Kudos and chocolate-covered granola bars to Mazda engineers for also giving the V-6 Mazda6 a proper automatic. I’m not saying the six-speed is all that — since sampling the sensual treats of dual-clutch transmissions, I can’t look at plain-jane automatics the same way — but at least Mazda’s autobox manually shifts as God, inertia, and motorsport intended: forward for downshifts, back for upshifts. This alone puts it worlds apart from the automatics of Honda Accord, Toyota Camry, and Ford Fusion — which offer nothing in the way of manual driving fun.
It isn’t perfect, mind you. In manual mode, it won’t always serve up the downshift you demand — its computer logic no doubt choosing transmission and engine longevity over your need for zinging, engine-braked corner entry. But you’ll never be looking for giddyup — particularly if you find yourself zipping around unfamiliar roads. Just pop it into the very tractable third gear and worry about the road ahead.

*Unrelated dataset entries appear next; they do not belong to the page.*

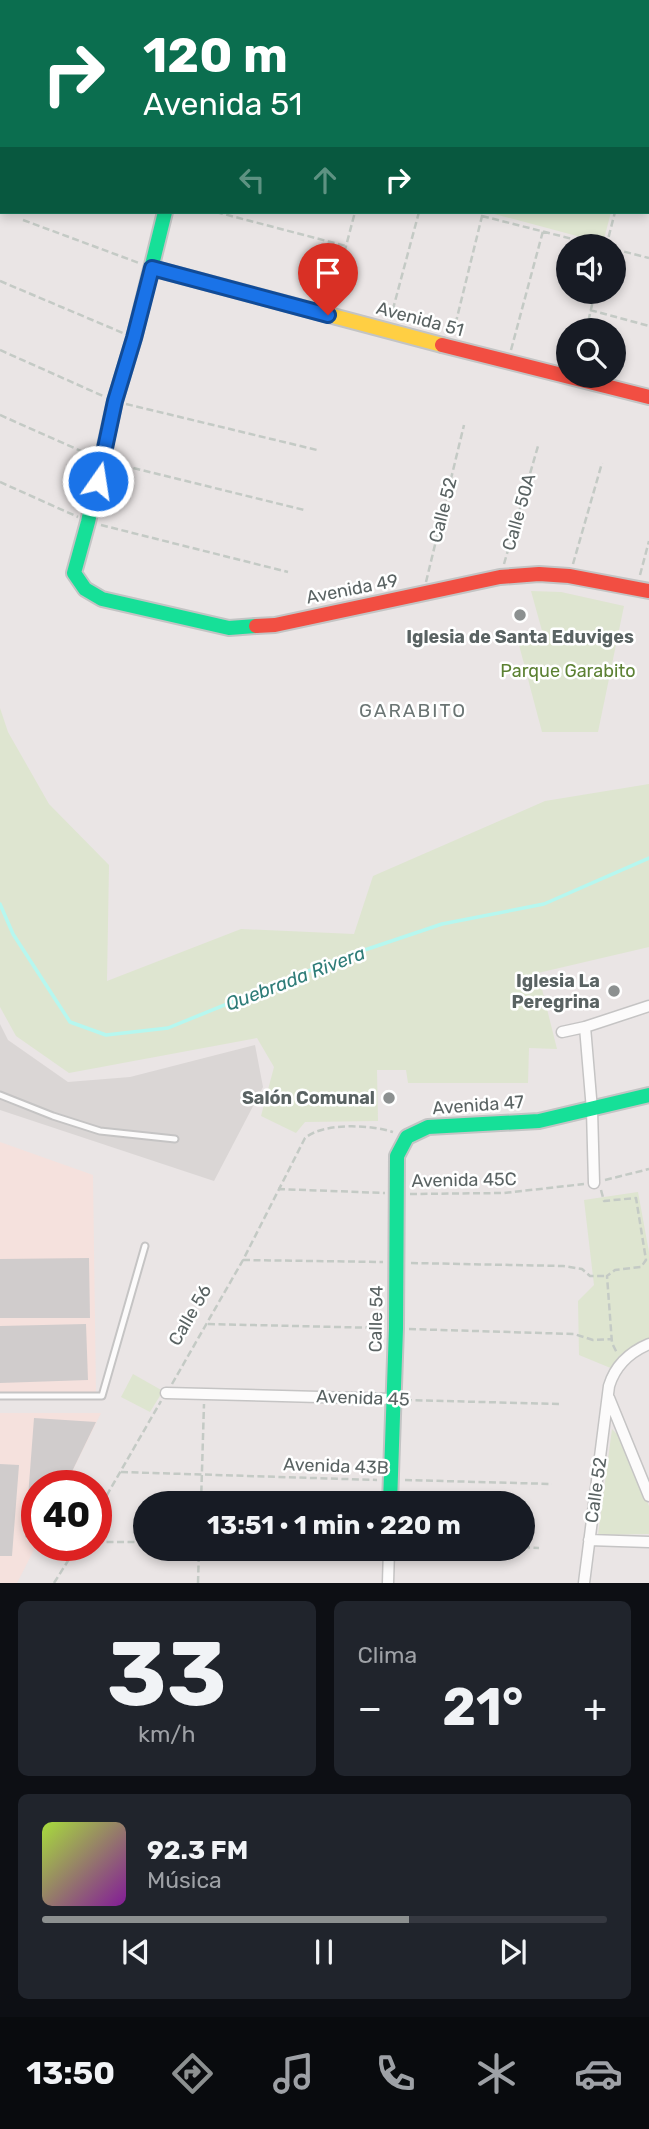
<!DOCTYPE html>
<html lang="es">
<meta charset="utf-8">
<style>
:root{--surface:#171b24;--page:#20242c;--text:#f1f3f6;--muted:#9ea1a6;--line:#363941;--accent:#8c9090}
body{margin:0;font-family:Rubik,sans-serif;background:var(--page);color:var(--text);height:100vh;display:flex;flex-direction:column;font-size:26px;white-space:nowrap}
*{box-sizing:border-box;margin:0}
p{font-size:23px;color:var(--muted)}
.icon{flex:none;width:38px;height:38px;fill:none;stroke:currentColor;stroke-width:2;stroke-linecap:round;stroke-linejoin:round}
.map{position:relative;height:1583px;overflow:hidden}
.panel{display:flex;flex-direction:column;gap:18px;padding:18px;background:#0d0f14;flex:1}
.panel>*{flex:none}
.guide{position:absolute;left:0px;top:0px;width:649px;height:214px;box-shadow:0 4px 10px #0003;background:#0b6e4f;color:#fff;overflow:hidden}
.buttons{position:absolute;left:556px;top:234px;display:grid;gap:14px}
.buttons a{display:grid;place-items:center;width:70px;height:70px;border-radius:50%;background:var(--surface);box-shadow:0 4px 10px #0003;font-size:35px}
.speed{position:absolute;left:21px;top:1470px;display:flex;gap:14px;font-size:35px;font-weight:700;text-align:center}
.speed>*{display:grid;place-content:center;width:91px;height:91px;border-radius:50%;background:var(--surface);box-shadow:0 4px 10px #0003;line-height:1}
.speed .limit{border:10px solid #d22;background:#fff;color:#111}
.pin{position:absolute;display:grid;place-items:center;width:60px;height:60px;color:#fff;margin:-72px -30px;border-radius:50% 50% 50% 0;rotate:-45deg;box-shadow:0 0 7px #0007}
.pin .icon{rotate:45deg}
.me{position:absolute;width:77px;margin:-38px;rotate:13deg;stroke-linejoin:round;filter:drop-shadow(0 0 5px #0008)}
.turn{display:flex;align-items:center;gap:24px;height:147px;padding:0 28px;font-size:32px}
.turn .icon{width:91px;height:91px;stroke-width:2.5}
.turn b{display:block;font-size:49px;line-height:60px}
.lanes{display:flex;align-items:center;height:66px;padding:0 28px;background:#0003;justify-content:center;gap:35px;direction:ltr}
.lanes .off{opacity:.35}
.big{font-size:52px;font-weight:700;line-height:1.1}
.panel .widget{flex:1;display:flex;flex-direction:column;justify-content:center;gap:10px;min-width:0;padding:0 24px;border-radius:10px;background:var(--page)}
.panel .dial{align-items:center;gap:0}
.dial b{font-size:91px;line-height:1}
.song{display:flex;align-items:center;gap:21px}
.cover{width:84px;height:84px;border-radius:10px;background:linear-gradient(135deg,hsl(80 70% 55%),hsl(290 70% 35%))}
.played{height:7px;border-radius:4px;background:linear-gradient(90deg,var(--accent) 65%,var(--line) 65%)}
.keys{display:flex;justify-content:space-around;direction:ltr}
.heat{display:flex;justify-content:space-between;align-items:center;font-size:38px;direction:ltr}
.panel .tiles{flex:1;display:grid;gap:18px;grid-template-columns:1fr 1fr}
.widget:last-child{grid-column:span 2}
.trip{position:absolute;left:133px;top:1491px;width:402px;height:70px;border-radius:35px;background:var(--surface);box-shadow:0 4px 10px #0003;font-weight:700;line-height:70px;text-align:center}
.tabs{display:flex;height:112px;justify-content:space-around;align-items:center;background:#090b0e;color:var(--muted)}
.tabs .icon{width:49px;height:49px}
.tabs .on{color:var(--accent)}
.tabs b{font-size:32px;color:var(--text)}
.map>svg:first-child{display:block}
</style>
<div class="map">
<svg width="649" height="1583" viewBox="0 0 649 1583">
<rect width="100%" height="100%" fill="#eae5e5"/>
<path fill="#f5e1dd" d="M0,1142l93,33 3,219 -96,3z
M0,1413h101l-36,73h-28v58l-20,39h-17z"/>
<path fill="#dad6d5" d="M0,1024l8,16 60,42 62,-5 125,-32 8,42 -49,94 -214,-71z"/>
<path fill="#dee5d0" d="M487,212h124l-8,31z
M531,591l30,1 63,14 -26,126h-56l-23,-87 25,-7z
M0,708l8,24 41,72 60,61 -2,116 134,-52 113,5 19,-58 172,-75 104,-17v163l-111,26 19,76 -28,-1 -1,35h-120l-2,-13h-29l1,51 -73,1 -9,11 -35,-17 13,-49 -17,-29 -188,35 -53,-37 -16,-29z
M638,1192l11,60v89l-36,28 -34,-14 -1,-54 16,-16 -10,-85z
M133,1374l30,17 -13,21 -29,-15z
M612,1429l9,9 28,68v28l-51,1z"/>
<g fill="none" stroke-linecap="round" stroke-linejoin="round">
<path stroke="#b6f7ef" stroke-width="3.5" d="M0,904l13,30 57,88 36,13 62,-7 167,-68 107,-36 102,-20 105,-46"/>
</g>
<path fill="#d0cccc" d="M89,1258l1,60h-90v-59z
M86,1324l2,56 -88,3v-57z
M34,1418l62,4 -31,64h-28v55l-12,-4z
M0,1464l19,1 -7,91h-12z"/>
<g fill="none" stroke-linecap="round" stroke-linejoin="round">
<defs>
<path id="lane" d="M0,1095l53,21 47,15 75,8
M0,1396h102l43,-150"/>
<path id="street" d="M528,2h31
M648,13h1
M0,71h2
M585,1027l64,-21
M562,1032l23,-5 7,83 2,73
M166,1393l228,6
M609,1398l40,98
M589,1540l60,2
M388,1583l1,-34
M584,1583l25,-197c6,-20 21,-34 40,-42"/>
<path id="fast" d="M165,212l-31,126 -19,63 -27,121 -14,51 11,16 17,10 127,29 27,-2
M390,1503l6,-175 1,-172 10,-19 21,-10 111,-6 110,-26"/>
<path id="slow" d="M152,268l290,77"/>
<path id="jam" d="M442,345l207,52
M256,626l19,-1 225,-48 39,-3 30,2 80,15"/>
</defs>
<use href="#lane" stroke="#c5c4c4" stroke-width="9"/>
<use href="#street" stroke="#c5c4c4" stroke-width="13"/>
<use href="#fast" stroke="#c3c4c4" stroke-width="18"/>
<use href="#slow" stroke="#c3c4c4" stroke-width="18"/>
<use href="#jam" stroke="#c3c4c4" stroke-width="18"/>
<path stroke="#c4cac5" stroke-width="2.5" stroke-dasharray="7 3.5" stroke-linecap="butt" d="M35,0l16,2
M214,0v2
M389,0v2
M258,2l4,-2
M603,2v-2
M648,92l1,-6
M0,145h2
M648,192l1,1
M216,212l130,34
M482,216l122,31
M23,220l116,43
M606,247l9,-35
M614,249l35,9
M0,281l123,52
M331,303l24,-91
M590,310l59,16
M390,320l29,-108
M586,331l9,-39
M453,334l30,-122
M0,350l103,46
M511,350l32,-119
M126,404l191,46
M0,415l90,40
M113,463l191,47
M0,482l78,35
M101,525l187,47
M504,564l34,-118
M573,564l29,-101
M640,575l9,-34
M426,582l38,-157
M605,1180l44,-11
M278,1189l107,4
M601,1190l3,11 32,-3 10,62 -5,7 -26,3 -8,6 5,67 5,10
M410,1194l94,-1 80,-9
M243,1260l140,2
M411,1263l152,3 19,3 8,7h17
M208,1324l174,4
M409,1329l165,5 19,6 18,-1
M172,1384l71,-124 62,-122c19,-16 67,-13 88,-6
M405,1400l154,4
M121,1472l256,8
M405,1480l147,4
M201,1503l3,-99
M96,1514l65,-113
M96,1542h49
M523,1547l16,1
M54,1583l24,-38
M198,1583l1,-34"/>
<use href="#lane" stroke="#fcfbfb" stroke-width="5"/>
<use href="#street" stroke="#fcfbfb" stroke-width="10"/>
<use href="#fast" stroke="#16e098" stroke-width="14"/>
<use href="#slow" stroke="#ffcf43" stroke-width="14"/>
<use href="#jam" stroke="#f24e42" stroke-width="14"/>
</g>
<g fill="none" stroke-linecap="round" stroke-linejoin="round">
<defs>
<path id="route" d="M98,481l17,-80 19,-63 18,-70 176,47"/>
</defs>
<use href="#route" stroke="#114b97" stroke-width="18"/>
<use href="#route" stroke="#1a73e8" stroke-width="12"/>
</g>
<g fill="#8c9090" stroke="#fff" stroke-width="2.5">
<circle cx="520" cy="615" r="7"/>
<circle cx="614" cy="991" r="7"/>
<circle cx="389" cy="1098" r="7"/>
</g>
<g text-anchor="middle" stroke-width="5" stroke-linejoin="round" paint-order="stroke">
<g font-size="18" fill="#5a6363" stroke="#fff">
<text transform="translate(420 319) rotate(15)" y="6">Avenida 51</text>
<text transform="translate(443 510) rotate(-76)" y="6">Calle 52</text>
<text transform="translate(519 512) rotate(-74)" y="6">Calle 50A</text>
<text transform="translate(352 589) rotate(-11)" y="6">Avenida 49</text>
<text transform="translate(478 1105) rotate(-4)" y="6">Avenida 47</text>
<text transform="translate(464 1180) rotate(-1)" y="6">Avenida 45C</text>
<text transform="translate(190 1315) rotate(-60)" y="6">Calle 56</text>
<text transform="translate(376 1319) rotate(-89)" y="6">Calle 54</text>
<text transform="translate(363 1398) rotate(2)" y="6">Avenida 45</text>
<text transform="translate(336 1466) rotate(2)" y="6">Avenida 43B</text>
<text transform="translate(596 1490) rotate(-82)" y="6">Calle 52</text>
</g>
<g font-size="18" font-weight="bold" fill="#5a6363" stroke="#fff" text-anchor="end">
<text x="520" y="643" text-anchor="middle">Iglesia de Santa Eduviges</text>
<text x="600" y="987">Iglesia La<tspan x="600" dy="21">Peregrina</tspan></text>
<text x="375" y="1104">Salón Comunal</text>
</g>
<g font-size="18" fill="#5c8133" stroke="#fff">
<text x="568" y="677">Parque Garabito</text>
</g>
<g font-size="19" letter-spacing="2" fill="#6b7574" stroke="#fff">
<text x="413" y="717">GARABITO</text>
</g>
<g font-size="19" font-style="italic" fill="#2e7c78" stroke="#fff">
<text transform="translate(295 978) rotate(-21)" y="7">Quebrada Rivera</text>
</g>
</g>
</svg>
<div class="buttons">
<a><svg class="icon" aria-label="sound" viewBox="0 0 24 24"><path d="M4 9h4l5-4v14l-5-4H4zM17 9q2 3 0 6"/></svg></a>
<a><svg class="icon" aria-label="search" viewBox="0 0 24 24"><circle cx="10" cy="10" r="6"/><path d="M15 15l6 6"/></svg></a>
</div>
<div class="speed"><div class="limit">40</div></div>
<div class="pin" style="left:328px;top:315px;background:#d93025"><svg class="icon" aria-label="arrive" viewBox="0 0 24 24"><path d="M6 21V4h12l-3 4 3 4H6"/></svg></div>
<svg class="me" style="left:98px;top:481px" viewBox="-20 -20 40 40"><circle r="17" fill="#1a73e8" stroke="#fff" stroke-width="3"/><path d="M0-11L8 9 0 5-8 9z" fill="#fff"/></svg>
<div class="trip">13:51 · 1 min · 220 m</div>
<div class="guide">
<div class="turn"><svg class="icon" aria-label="right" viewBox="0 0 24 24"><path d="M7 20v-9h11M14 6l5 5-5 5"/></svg><div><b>120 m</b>Avenida 51</div></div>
<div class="lanes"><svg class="icon off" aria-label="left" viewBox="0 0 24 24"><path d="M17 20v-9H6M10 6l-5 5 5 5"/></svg><svg class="icon off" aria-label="ahead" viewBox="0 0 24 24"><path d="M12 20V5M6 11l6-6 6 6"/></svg><svg class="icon" aria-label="right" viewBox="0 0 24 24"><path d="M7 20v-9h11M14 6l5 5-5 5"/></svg></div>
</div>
</div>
<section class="panel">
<div class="tiles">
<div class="widget dial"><b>33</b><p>km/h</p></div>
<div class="widget"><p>Clima</p>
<div class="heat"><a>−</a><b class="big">21°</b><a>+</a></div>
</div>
<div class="widget">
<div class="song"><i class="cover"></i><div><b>92.3 FM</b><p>Música</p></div></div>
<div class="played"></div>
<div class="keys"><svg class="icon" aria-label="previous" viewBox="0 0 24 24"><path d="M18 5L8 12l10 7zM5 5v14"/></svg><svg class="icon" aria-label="pause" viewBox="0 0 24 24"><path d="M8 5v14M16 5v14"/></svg><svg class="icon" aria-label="next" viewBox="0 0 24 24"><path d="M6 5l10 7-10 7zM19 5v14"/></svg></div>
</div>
</div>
</section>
<nav class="tabs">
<b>13:50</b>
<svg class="icon on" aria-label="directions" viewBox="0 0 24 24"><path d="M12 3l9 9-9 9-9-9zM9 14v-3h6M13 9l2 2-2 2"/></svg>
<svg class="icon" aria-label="music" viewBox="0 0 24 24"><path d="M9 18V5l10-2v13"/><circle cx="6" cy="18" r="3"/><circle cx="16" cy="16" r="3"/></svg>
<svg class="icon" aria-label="phone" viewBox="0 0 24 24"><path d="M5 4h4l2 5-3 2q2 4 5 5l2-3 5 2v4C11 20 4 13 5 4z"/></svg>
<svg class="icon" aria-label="climate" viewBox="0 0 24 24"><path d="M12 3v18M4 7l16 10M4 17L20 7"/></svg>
<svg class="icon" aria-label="car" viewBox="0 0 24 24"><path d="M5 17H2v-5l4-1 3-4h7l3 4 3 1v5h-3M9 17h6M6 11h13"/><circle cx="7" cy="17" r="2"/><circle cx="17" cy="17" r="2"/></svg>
</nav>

Though it receives revised dampers, stabilizer bars, and springs to account for a roughly 200-lb increase over the I-4 model, it’s easy to tell that the V-6 Mazda6 is heavier. Sometimes that’s a good thing; it rides smoother and less nervously over broken pavement. Other times, not so good; while bombing down a set of Malibu twisties, I found the brakes going away. They never faded on the four-banger.

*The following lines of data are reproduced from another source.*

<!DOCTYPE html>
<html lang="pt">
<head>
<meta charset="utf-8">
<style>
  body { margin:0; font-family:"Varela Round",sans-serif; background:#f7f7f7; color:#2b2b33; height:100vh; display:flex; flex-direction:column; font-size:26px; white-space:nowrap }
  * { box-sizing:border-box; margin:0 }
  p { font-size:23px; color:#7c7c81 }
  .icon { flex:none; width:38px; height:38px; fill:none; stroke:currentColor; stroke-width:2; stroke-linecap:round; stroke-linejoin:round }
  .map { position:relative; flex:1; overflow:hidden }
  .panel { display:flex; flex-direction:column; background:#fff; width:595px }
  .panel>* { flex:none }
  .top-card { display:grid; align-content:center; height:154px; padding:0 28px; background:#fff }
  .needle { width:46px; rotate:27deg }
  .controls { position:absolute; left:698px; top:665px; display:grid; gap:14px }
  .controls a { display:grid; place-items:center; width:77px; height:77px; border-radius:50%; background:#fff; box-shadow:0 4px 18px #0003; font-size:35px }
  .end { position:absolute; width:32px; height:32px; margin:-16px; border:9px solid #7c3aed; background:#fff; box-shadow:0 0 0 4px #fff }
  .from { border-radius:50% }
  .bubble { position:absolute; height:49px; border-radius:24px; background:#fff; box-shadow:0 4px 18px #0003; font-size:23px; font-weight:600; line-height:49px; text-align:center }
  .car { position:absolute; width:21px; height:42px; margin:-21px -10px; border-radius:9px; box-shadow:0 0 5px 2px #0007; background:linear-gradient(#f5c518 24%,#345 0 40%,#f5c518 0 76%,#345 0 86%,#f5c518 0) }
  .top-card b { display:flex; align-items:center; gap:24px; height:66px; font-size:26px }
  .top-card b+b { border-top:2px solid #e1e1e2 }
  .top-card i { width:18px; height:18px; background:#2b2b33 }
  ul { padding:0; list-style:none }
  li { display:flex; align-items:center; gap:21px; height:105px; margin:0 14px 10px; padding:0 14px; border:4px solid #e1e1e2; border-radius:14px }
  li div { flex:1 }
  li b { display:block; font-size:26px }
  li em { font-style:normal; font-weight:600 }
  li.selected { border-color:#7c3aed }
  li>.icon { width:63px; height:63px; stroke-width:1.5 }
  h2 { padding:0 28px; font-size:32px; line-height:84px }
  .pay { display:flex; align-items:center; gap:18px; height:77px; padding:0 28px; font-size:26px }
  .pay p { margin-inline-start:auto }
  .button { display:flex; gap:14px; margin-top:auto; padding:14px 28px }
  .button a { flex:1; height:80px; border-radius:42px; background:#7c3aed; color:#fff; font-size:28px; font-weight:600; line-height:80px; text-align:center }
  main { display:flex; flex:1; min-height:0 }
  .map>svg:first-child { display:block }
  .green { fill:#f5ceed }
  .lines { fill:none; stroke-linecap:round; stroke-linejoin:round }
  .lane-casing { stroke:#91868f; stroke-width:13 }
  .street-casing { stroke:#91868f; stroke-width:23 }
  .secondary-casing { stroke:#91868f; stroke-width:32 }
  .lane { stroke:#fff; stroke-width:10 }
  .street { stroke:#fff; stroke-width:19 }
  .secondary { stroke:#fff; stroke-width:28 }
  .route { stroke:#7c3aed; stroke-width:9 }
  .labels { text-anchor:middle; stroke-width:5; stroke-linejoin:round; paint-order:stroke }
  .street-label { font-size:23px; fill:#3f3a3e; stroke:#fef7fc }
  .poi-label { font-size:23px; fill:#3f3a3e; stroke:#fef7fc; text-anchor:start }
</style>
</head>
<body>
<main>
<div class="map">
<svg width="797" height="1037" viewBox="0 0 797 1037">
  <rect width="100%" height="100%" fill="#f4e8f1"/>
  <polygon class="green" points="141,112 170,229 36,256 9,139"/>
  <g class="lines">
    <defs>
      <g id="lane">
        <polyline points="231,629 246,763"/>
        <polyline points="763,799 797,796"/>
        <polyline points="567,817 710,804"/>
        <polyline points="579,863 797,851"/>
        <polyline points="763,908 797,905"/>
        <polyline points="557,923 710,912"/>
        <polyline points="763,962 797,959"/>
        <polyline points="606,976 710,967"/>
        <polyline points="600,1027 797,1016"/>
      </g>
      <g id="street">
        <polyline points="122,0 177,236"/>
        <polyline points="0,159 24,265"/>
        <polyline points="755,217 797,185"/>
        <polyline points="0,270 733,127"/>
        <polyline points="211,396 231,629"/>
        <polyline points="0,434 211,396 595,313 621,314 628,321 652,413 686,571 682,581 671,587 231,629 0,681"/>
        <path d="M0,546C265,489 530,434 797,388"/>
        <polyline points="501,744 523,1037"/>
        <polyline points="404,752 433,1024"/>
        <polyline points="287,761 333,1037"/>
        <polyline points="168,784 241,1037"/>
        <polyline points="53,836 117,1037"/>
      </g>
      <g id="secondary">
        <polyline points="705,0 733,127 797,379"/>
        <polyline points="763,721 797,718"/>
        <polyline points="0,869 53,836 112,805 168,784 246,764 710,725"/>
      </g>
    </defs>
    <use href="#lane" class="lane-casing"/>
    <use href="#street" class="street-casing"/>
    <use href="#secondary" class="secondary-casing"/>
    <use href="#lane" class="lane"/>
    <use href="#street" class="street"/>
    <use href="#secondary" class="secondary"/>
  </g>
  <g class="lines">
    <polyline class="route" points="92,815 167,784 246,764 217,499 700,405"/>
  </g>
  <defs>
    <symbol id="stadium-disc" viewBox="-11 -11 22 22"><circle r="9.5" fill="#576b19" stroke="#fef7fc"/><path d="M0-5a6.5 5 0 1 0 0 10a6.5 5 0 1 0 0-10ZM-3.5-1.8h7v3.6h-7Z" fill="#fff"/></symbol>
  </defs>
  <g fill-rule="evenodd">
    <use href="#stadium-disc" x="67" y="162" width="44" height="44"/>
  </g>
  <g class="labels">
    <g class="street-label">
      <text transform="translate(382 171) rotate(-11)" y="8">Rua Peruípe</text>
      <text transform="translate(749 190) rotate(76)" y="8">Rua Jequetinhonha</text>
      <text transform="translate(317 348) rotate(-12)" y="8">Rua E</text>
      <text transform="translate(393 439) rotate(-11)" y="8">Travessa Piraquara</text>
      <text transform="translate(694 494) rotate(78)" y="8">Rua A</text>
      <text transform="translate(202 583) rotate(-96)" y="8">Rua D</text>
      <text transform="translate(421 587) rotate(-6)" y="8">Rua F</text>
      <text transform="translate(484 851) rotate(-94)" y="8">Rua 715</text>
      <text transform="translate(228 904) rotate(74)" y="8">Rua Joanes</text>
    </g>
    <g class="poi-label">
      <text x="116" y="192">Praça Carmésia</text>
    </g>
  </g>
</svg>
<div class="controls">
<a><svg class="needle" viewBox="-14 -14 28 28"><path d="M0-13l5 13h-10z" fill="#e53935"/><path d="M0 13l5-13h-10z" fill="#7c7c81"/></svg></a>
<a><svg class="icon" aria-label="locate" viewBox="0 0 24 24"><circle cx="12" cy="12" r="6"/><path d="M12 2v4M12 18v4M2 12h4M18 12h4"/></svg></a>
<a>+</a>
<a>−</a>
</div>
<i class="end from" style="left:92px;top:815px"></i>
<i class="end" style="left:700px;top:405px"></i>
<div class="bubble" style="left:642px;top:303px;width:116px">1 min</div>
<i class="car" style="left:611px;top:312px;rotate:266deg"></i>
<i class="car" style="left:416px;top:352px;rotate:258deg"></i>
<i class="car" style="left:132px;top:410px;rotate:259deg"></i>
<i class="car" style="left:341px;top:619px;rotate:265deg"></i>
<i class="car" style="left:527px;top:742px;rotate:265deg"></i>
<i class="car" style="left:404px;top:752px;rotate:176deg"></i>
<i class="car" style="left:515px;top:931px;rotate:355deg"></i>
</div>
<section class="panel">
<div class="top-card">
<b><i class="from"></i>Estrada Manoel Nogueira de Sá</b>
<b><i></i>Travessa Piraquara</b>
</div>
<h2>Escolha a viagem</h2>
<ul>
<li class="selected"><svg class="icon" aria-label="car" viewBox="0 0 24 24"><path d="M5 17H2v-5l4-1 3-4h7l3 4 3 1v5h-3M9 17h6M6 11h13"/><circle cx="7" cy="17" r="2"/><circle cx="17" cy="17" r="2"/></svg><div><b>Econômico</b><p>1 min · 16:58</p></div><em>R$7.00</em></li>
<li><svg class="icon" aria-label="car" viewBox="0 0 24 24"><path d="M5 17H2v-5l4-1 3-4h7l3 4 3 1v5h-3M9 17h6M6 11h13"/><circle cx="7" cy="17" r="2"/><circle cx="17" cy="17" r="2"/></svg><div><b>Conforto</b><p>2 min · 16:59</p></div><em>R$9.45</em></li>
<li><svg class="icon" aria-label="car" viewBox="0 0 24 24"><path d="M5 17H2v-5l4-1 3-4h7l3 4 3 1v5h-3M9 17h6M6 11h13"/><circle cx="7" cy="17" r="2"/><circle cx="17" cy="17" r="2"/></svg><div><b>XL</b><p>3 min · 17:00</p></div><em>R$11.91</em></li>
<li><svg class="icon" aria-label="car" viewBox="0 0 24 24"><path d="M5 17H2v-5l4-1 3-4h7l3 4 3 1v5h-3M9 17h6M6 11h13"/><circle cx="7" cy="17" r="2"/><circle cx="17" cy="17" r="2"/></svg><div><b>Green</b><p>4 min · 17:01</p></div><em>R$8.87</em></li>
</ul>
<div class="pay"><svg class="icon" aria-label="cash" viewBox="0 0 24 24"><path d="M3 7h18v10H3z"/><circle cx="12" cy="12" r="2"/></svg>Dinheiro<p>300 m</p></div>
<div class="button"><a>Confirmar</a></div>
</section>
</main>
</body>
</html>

Brakes notwithstanding, there is clearly a lot to like about the Mazda6. So what’s the problem then?
The five-speed auto, four-cylinder-equipped Mazda6 I drove last.
You see, last month, Ron Kiino and I spearheaded a little four-cylinder family sedan shootout. And by little I mean we corraled together 10 of the top players in the segment for one massive test. This Mazda6 would’ve fit right in.
In fact, its looks would’ve put it near the top of the heap, what with its bold front-end styling that borrows so heavily from the RX-8 and CX-9.
The slick, upmarket interior also would’ve put it ahead of the button-crazy Accord and soporific Camry, possibly in a dead heat with the sumptuous Sonata and refined Passat.
In terms of output, the Mazda6’s 170-hp, 2.5L four wouldn’t have matched the Passat’s 200 turbocharged horses, but with fuel economy of 22/30 — it would’ve been better than the average of our group of gas-sippers.
In fact, taken as a complete package and given our bias toward fine-driving, high-content vehicles, I think the 2009 Mazda6 might’ve won our little shootout. Oh, well, guess we’ll never know.
Pity Mazda’s biggest mistake with the Mazda6 was not getting it into our hot hands soon enough.